You can find pawn shops popping up all over the Upstate, tempting shoppers on nearly every corner. Inside shops like Morgan Square Pawn in downtown Spartanburg and Westview Pawn on South Blackstock Rd in Spartanburg, the shelves are stuffed and the merchandise is always moving.

"I like to see what he's got, maybe something new," said Bill Watson. Watson is a frequent shopper down on Morgan square at Tommy Cato's place. He said he trusts Cato and the items he had in his store but thinks it still would be hard to identify if something he wanted to buy, was stolen.

Many people also pawn items at the shops to get some quick cash. It's a lot of goods moving in and out most owners told 7 On Your Side and there are regulations that owners must follow to make sure no one breaks the law.

"It's kind of a gut feeling and we try not to take anything stolen," said Jerry Jones at Westview Pawn.

"The word gets out that you do these things and the bad guys don't come in here," Tommy Cato agreed.

Spartanburg Public Safety has been fighting a brutal battle against shoplifting for years. Lt. Bernard Brewton told 7 On Your Side that in 2012 more than 6000 pieces of property were stolen in the city. More than 2000 were recovered he said and some were found in pawn shops. That means you could be caught up in a crooks handiwork.

"It's a quick transaction. There may be little or no negotiation at all regarding the item will be sold for. You present ID and you're out of there with money," Brewton explained about a pawn transaction.

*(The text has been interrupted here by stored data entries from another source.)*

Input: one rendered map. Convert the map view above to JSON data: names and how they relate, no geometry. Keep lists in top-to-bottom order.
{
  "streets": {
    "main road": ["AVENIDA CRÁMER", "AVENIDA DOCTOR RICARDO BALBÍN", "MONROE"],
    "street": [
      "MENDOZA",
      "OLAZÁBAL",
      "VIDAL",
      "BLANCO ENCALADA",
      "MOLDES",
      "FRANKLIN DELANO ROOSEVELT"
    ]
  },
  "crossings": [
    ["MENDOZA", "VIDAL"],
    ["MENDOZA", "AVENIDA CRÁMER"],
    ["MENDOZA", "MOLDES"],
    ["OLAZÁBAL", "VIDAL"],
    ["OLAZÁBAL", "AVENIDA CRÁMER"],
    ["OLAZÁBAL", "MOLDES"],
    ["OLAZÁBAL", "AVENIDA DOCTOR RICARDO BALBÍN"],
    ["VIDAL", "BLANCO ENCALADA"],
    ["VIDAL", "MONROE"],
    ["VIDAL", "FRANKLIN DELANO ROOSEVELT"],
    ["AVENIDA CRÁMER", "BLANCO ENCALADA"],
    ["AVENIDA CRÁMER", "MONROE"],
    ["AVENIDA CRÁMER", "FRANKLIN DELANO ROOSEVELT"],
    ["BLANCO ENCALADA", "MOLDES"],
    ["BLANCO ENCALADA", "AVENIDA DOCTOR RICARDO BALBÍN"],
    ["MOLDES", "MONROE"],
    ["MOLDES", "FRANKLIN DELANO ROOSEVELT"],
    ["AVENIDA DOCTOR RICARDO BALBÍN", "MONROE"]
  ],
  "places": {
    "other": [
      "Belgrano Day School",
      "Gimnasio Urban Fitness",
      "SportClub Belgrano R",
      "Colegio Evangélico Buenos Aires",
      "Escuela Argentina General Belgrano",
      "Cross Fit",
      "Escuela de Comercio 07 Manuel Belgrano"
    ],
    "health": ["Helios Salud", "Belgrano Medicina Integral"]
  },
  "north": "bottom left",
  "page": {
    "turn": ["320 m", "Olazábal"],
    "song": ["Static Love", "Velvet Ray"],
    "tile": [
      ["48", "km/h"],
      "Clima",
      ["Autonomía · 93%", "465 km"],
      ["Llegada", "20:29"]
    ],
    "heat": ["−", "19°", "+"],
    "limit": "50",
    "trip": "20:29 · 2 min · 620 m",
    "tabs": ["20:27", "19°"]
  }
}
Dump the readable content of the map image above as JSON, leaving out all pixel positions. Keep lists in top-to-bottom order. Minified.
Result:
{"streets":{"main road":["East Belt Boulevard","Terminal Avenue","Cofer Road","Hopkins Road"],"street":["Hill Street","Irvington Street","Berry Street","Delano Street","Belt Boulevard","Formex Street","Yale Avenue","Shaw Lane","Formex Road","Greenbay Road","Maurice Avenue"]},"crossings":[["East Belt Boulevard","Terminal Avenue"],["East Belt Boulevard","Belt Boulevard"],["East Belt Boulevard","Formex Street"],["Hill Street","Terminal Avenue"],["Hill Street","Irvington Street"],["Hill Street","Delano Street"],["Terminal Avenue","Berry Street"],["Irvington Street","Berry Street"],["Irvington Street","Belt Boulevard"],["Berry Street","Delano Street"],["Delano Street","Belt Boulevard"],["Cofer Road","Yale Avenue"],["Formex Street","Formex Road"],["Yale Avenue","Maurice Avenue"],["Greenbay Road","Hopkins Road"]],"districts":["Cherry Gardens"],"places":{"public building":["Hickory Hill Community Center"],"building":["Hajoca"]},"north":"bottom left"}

So 7 On Your Side asked what are officers doing to keep these ripped off items from being set on pawn shop shelves. The answer is quite a lot. Brewton said officers scan through hundreds of pawned items in shops across the city to see if they match up with something reported stolen.

The items officers said are most likely to end up stolen are things you might see or even buy everyday like lawn equipment, electronics and jewelry. A volunteer at the department goes through items and works hard to make sure nothing slips through the cracks.

Officers look for clues that you can also keep an eye out for like an item in its original wrapping, a price tag still on the item from a different store or an item without it's original receipt available.

"I'd say with jewelry, if you've got a Judy Blant and its got the initials SL on there, I'd say it's probably not hers. One time I had a woman come in to pawn a gun and she didn't know a thing about it. She brought in her so called husband who she said owned the gun and I wouldn't take it. Turned out it was stolen," said Jones.

Shop owners check each customer's ID and get contact information and keep a description of the item.

At Morgan Street Pawn, Tommy Cato snaps their picture. It's an extra step he said he takes to help law enforcement.

"We ask a lot of questions and when we buy things we have to hold them 7 days and turn it into the police department and that gives them time if something is stolen, for it to be reported," said Cato.

7 On Your Side checked to see what would happen if you purchased something that was in a pawn shop, and was stolen. Investigators said if you had no knowledge it was nabbed, you're in the clear. If you bought something you knew was lifted, than you'll be charged with receiving stolen goods officers explained.

To keep you safe investigators go door to door asking shops to sign on to "Leads Online". It's a website where shop owners enter information about items in their store and the people who pawned them. Police can search that database for an item that's been reported stolen.

"It's business friendly and law enforcement friendly and it costs nothing for the business to register with that service," said Brewton.

Shop owner Jerry Jones said it isn't good business to buy stolen goods

"It's expensive if you take stolen stuff and you lose money you put in so it's not right that way and it's the wrong thing to do anyway.

Many customers said they had no problem tolerating the extra checkpoints to guarantee a clean checkout and get a great deal.